LONDON — For decades, the standard playbook for vaccinating patients with autoimmune inflammatory rheumatic diseases (AIIRD) was defined by hesitation. Fearful that a vaccine might trigger a disease flare or that active inflammation would blunt the immune response, clinicians routinely deferred immunizations until a patient achieved complete disease quiescence.

That paradigm is officially dead, according to experts at the European Alliance of Associations for Rheumatology (EULAR) 2026 Annual Meeting.

photo of Dr. Pedro Machado
Pedro Machado, MD, PhD

“Protection far outweighs hypothetical flare risks,” said Pedro Machado, MD, PhD, professor of rheumatology at University College London, London, England, speaking at the meeting. “Historically, waiting for disease quiescence resulted in suboptimal vaccine coverage and a high, preventable infection burden. Today, infection prevention is a core component of modern rheumatology care, alongside the control of inflammation.”

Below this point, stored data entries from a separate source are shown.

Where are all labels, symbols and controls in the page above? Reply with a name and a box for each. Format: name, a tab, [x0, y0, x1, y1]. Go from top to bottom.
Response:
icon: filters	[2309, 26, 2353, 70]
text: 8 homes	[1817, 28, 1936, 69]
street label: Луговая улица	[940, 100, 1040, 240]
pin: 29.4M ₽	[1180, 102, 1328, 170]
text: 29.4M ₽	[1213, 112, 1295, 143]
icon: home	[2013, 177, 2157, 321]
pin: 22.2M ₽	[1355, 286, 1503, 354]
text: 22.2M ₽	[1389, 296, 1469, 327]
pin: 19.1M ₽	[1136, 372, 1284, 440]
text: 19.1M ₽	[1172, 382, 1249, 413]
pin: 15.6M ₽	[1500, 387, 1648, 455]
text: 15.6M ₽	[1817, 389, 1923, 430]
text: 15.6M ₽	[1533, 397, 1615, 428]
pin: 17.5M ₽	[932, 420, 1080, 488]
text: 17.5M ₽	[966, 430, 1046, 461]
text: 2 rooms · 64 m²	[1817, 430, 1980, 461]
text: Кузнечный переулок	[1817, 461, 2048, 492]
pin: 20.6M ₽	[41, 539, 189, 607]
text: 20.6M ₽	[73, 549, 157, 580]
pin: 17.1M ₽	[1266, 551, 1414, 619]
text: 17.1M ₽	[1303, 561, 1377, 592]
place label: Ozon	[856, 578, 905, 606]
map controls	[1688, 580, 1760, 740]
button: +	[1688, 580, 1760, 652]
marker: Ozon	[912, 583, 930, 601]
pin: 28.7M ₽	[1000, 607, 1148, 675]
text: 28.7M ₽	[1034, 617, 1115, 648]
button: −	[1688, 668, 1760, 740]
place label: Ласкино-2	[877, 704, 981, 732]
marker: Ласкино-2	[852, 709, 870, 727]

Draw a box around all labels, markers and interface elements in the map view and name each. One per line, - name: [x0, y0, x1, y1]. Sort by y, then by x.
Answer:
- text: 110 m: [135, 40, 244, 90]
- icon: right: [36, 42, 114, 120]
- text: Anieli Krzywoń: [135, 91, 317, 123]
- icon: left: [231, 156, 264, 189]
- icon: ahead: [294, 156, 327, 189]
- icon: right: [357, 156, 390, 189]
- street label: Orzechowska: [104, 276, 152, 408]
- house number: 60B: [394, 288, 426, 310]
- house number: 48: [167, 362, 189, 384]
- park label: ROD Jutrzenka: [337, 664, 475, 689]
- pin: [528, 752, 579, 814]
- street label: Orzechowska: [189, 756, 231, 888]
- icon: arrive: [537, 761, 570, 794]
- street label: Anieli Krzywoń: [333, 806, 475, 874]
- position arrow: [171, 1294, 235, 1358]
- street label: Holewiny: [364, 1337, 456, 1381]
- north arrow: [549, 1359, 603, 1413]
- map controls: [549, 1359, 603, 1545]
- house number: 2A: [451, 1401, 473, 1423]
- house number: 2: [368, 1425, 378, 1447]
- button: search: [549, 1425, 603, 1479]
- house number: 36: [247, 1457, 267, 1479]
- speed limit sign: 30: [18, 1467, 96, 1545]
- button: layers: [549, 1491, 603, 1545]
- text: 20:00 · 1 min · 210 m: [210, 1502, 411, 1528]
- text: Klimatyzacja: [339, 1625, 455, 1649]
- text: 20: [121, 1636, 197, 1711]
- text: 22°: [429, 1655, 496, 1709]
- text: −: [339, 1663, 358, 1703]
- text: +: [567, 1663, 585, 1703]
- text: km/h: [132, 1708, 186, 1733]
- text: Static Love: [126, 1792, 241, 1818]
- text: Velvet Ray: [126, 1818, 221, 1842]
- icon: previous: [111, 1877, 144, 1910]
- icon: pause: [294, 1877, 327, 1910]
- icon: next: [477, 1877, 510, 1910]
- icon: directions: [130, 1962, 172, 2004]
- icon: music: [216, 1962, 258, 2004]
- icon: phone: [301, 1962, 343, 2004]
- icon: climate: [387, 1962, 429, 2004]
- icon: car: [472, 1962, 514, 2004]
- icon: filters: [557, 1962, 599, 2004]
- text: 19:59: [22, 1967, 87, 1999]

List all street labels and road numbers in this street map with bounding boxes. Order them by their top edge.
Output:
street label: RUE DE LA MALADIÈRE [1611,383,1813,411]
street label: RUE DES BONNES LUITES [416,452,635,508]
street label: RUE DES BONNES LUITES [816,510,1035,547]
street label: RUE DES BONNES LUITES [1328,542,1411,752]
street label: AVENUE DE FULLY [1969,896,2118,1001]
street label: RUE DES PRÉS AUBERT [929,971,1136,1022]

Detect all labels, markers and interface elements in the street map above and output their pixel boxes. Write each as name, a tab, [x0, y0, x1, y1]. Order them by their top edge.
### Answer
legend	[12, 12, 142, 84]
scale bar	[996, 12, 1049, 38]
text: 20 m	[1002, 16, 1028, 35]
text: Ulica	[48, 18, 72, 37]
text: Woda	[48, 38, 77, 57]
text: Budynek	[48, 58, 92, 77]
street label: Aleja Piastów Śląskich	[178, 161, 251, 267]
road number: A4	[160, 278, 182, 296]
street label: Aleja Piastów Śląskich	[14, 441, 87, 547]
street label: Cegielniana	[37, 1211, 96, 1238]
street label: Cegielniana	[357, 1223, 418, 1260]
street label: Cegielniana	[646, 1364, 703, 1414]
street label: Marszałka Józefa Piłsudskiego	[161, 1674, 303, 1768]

The shift to a proactive, evidence-based strategy means evaluating vaccination needs immediately upon diagnosis and decoupling vaccine administration from baseline disease activity. However, successfully executing this strategy requires a deep dive into drug-specific kinetics rather than fixed calendar schedules, he explained.

Updated vaccination recommendations, presented at EULAR 2026, also make use of this shift in strategy.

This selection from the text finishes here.